DETAILED ACTION
Notice of Pre-AIA  or AIA  Status
The present application, filed on or after March 16, 2013, is being examined under the first inventor to file provisions of the AIA .

	Response to Amendment
1. This office action is in response to communications filed 5/20/2021 Claims 1-3, 6-9, 11-15, 17-19 are amended. Claim 4 is original. Claims 5, 10 and 16 are canceled.

Response to Arguments
Applicant’s arguments with respect to claim(s) 1-4, 6-9, 11-15, 17-19 have been considered but are moot because the new ground of rejection does not rely on any reference applied in the prior rejection of record for any teaching or matter specifically challenged in the argument.

Claim Rejections - 35 USC § 103
The following is a quotation of 35 U.S.C. 103 which forms the basis for all obviousness rejections set forth in this Office action:
A patent for a claimed invention may not be obtained, notwithstanding that the claimed invention is not identically disclosed as set forth in section 102, if the differences between the claimed invention and the prior art are such that the claimed invention as a whole would have been obvious before the effective filing date of the claimed invention to a person having ordinary skill in the art to which the claimed invention pertains. Patentability shall not be negated by the manner in which the invention was made.

1. 	Claims 1-4, 6-9, 11-15, 17-19 are rejected under 35 U.S.C. 103 as being unpatentable over U.S.
Patent Application 2016/0098622, Ramachandrula in view of U.S. Patent 2009/0154896, Matono.

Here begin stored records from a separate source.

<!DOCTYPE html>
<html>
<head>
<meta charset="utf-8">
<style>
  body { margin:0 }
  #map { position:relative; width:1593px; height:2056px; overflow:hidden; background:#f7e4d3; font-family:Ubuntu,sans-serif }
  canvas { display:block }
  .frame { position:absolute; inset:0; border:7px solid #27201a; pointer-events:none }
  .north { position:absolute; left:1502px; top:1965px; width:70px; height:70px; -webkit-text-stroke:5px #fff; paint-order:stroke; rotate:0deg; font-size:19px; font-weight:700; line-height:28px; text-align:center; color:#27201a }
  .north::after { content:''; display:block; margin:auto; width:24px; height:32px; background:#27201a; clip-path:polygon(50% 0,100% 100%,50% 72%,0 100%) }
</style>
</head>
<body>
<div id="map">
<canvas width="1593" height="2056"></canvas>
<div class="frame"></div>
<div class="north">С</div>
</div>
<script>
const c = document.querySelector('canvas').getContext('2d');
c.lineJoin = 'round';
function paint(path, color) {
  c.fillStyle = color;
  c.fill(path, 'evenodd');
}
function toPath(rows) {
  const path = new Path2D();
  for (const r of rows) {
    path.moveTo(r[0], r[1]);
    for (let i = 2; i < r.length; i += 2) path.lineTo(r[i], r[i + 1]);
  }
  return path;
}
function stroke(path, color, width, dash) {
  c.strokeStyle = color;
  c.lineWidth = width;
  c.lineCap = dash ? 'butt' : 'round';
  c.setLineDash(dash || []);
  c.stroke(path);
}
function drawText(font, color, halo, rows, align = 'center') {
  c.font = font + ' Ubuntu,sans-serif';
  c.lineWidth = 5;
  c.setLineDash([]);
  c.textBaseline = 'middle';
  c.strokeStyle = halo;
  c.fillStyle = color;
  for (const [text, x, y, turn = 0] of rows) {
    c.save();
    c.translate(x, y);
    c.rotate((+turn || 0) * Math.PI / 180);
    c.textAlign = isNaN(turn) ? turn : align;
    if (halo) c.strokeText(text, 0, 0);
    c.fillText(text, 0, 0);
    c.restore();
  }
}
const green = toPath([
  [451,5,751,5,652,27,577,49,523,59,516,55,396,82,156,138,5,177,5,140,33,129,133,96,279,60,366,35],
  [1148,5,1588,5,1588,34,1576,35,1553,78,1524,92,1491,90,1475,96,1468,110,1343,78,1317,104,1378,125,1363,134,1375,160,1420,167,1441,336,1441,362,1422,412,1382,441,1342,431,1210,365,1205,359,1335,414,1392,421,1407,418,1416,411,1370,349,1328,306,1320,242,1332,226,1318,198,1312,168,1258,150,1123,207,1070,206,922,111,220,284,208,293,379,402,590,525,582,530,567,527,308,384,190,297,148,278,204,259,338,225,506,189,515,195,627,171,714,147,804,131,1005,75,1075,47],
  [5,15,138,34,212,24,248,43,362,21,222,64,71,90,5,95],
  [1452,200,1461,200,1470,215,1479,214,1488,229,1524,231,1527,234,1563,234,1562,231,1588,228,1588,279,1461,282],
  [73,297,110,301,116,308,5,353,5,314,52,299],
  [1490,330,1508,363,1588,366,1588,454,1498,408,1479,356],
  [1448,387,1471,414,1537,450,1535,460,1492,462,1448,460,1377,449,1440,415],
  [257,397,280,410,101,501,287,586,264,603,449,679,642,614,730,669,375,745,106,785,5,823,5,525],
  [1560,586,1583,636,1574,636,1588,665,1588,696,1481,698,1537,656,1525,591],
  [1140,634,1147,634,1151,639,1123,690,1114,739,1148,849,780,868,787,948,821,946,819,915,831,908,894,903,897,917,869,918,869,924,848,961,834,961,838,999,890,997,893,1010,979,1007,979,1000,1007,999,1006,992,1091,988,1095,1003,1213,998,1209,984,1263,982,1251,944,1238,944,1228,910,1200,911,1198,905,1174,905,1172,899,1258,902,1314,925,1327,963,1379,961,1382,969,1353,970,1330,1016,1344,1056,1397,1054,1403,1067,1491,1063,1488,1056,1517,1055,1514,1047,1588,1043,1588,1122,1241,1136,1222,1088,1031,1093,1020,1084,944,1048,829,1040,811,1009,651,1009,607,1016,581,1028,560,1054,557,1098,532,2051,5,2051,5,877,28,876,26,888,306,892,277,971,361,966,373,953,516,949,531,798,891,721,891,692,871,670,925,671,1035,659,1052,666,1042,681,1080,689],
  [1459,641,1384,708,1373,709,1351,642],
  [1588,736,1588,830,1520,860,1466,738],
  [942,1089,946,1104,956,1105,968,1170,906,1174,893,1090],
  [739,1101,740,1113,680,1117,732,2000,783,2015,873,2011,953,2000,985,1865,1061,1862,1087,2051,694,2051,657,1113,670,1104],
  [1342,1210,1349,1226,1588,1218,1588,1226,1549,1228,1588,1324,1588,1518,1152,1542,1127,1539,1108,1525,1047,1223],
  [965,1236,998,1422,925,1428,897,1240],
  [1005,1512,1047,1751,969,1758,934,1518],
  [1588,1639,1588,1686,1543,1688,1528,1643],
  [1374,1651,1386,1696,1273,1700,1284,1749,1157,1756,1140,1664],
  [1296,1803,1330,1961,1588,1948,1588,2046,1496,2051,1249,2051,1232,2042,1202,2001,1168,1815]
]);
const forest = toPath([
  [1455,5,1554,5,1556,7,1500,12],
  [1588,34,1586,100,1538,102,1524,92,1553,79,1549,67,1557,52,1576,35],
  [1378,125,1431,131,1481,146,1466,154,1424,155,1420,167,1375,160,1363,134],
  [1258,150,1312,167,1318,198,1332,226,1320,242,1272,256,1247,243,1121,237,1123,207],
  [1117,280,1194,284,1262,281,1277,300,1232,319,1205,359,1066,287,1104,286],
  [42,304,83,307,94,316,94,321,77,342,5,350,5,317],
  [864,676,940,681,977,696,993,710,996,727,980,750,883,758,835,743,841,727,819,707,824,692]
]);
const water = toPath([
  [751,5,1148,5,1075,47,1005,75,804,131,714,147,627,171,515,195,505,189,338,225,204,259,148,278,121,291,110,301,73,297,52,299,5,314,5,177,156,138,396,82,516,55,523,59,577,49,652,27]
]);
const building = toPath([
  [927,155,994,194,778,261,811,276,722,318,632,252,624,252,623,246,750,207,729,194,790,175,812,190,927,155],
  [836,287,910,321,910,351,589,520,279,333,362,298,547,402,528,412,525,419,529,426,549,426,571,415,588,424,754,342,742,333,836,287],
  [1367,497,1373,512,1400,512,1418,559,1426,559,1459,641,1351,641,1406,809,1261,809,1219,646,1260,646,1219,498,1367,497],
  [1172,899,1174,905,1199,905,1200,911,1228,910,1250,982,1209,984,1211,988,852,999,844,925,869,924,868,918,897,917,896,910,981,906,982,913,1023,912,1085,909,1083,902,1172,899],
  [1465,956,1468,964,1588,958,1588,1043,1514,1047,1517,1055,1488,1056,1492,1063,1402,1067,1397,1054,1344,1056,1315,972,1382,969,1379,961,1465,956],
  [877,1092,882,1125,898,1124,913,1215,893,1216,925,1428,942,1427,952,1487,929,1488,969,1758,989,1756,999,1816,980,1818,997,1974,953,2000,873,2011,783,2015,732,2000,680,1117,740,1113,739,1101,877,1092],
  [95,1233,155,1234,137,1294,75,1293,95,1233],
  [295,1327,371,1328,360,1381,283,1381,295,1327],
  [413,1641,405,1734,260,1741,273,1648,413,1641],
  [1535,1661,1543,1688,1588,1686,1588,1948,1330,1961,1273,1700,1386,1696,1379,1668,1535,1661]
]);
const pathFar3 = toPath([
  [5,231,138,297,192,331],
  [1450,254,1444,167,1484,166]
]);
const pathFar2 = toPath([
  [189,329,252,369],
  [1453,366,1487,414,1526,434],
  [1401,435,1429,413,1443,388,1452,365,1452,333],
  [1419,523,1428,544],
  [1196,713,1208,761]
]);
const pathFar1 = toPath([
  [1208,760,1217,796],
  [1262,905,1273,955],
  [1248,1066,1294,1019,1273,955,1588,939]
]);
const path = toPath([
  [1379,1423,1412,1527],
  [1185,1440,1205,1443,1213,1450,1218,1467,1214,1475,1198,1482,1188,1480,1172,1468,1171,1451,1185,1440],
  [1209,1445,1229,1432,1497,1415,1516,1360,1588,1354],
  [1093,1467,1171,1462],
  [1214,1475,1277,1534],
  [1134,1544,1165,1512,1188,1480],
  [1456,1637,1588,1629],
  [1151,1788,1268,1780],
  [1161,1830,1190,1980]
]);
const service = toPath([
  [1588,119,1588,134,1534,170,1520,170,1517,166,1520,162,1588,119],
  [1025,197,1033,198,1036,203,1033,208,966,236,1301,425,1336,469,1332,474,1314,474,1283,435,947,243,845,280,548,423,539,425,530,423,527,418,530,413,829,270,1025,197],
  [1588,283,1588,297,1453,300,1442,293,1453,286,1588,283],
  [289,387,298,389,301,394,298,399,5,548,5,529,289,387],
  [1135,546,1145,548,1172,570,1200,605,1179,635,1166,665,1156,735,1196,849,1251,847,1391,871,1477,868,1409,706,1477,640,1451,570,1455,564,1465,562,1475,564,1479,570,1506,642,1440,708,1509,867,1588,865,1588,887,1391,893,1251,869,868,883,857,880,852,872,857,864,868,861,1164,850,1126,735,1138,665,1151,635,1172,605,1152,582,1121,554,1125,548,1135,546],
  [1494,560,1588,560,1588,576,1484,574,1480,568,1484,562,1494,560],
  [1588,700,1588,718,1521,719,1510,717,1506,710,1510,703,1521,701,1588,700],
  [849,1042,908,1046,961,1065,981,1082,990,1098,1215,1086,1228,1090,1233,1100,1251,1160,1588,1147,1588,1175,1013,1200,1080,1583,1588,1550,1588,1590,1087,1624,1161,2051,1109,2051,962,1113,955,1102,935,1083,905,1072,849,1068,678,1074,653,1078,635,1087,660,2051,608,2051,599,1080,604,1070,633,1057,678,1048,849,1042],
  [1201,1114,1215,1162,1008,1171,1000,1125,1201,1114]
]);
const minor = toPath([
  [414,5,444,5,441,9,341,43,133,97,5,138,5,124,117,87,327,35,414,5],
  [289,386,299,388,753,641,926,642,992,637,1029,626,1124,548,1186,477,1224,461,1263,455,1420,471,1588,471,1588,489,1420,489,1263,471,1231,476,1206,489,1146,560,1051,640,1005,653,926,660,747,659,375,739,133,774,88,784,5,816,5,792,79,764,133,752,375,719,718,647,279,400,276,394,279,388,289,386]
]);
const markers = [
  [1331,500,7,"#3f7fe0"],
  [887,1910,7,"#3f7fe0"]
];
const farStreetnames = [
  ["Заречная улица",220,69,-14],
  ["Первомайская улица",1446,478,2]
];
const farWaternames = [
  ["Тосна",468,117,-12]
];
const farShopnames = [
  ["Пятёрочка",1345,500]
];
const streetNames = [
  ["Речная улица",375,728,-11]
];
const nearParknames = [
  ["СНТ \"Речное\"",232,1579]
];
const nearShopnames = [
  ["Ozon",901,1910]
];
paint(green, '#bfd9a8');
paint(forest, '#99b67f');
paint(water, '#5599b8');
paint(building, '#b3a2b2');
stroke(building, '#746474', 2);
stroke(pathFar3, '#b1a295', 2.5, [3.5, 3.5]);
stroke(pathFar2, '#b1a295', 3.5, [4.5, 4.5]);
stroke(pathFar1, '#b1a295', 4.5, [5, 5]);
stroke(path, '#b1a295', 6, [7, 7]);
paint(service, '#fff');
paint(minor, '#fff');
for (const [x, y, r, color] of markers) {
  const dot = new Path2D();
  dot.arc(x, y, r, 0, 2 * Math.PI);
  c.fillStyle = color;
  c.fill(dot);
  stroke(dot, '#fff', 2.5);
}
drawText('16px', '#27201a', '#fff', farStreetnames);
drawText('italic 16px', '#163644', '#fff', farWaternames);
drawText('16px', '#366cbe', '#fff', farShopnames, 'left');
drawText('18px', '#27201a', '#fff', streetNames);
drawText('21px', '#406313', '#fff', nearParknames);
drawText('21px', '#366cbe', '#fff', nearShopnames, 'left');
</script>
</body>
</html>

Regarding Claim 1, Ramachandrula discloses A data processing apparatus (Fig. 1; [0010], System 100 includes computing device 102 and camera 104; fig. 2: computer system 202; [0013]) comprising:
 	a processor (Fig. 2: processor 204; [0015]),
 	wherein the processor performs processing of ([0016], processing logic that interprets and executes instructions):
 	acquiring image data at a time of image capturing (Fig. 5; Fig. 3: capture audiovisual of a user 302; [0024]);
 	acquiring plural pieces of audio data in a situation at the time of image capturing (Figs. 4 and 5. Examiner notes that applicant’s definition of “a situation” includes noise (i.e. speaking));
 	extracting a specific piece of audio data corresponding to the position of the subject identified as the audio source from the acquired plural pieces of audio data (Figs. 1, 4, 5; [0011], An audio-video input may include user 106 speaking in the vicinity of camera 104 (for instance, while facing camera 104) for some duration. Examiner notes that the camera can used to capture the lip movements associated with the user speaking into the system 100. Examiner equates the lip movements to the position of the subject identified as the audio source is gathered when the user speaks into the camera/mic.); and
 	controlling such that the specific piece of audio data and the subject are associated with each other (Examiner notes that the code words and lip vector images are associated with the user; Fig. 1; [0011], [0030], Computing device 102 includes microphone 108 for capturing an audio input of a user. In an implementation, user 106 provides an audio-video (audiovisual) input (for example, for the purpose of authentication) to computing device 102. An audio-video input may include user 106 speaking in the vicinity of camera 104 (for instance, while facing camera 104) for some duration).
However, Ramachandrula does not explicitly disclose analyzing the image data so as to identify a position of a subject, the subject being included in the image data and being an audio source in the image data;
 	Matono teaches analyzing the image data so as to identify a position of a subject, the subject being included in the image data and being an audio source in the image data ([0016], extracting a sound of the specific subject from an audio signal and adjusting the extracted sound on the basis of the detected location);
 	It would have been obvious to one of ordinary skill in the art before the effective filing date of the invention to modify the computer system taught in Ramachandrula with a speaker detection representing location on the screen a person is recorded as taught in Matono for the purposes of improving user authentication from a predetermined distance.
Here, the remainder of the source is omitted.